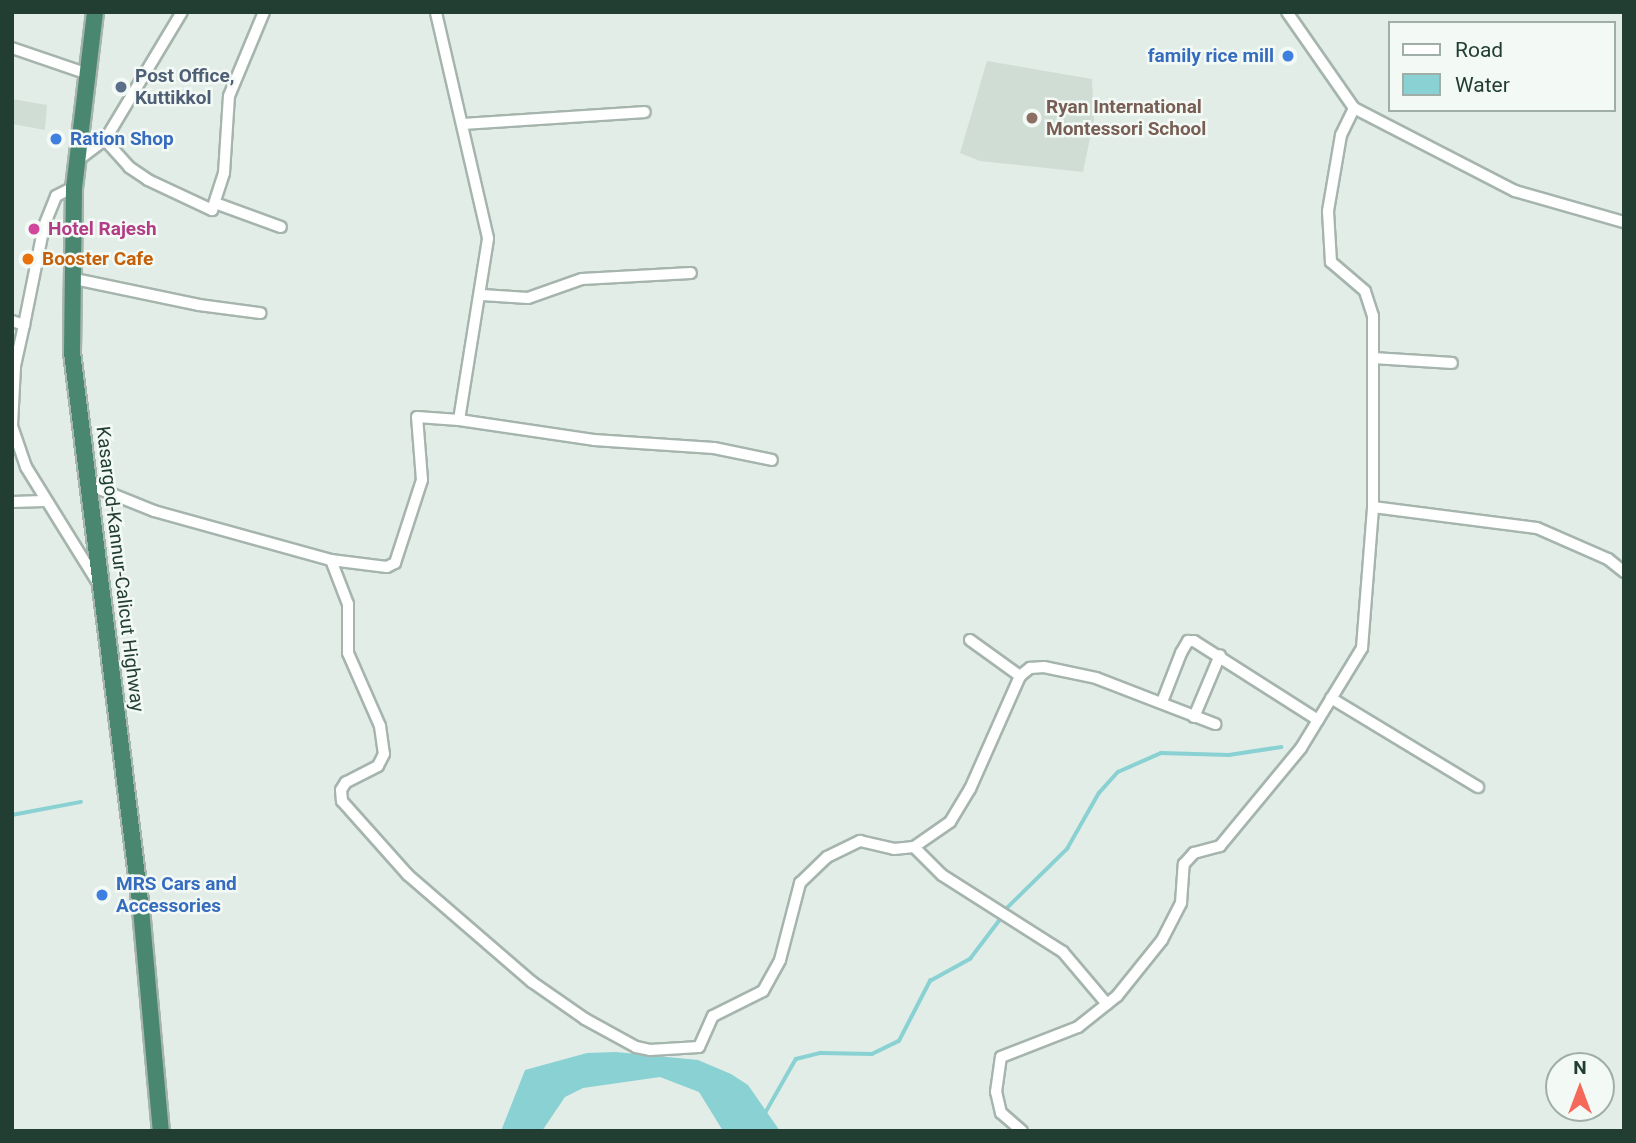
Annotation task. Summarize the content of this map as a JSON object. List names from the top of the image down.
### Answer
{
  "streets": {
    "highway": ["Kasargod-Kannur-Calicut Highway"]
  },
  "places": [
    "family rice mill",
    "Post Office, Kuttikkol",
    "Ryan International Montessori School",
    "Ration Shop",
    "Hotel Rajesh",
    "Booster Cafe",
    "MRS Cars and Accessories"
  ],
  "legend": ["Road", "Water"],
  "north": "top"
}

Exercise requirements: Word-for-word repeat, images excluded: return all the data.

Solved problem:
Annotation task. Summarize the content of this map as a JSON object. List names from the top of the image down.
### Answer
{
  "streets": {
    "highway": ["Kasargod-Kannur-Calicut Highway"]
  },
  "places": [
    "family rice mill",
    "Post Office, Kuttikkol",
    "Ryan International Montessori School",
    "Ration Shop",
    "Hotel Rajesh",
    "Booster Cafe",
    "MRS Cars and Accessories"
  ],
  "legend": ["Road", "Water"],
  "north": "top"
}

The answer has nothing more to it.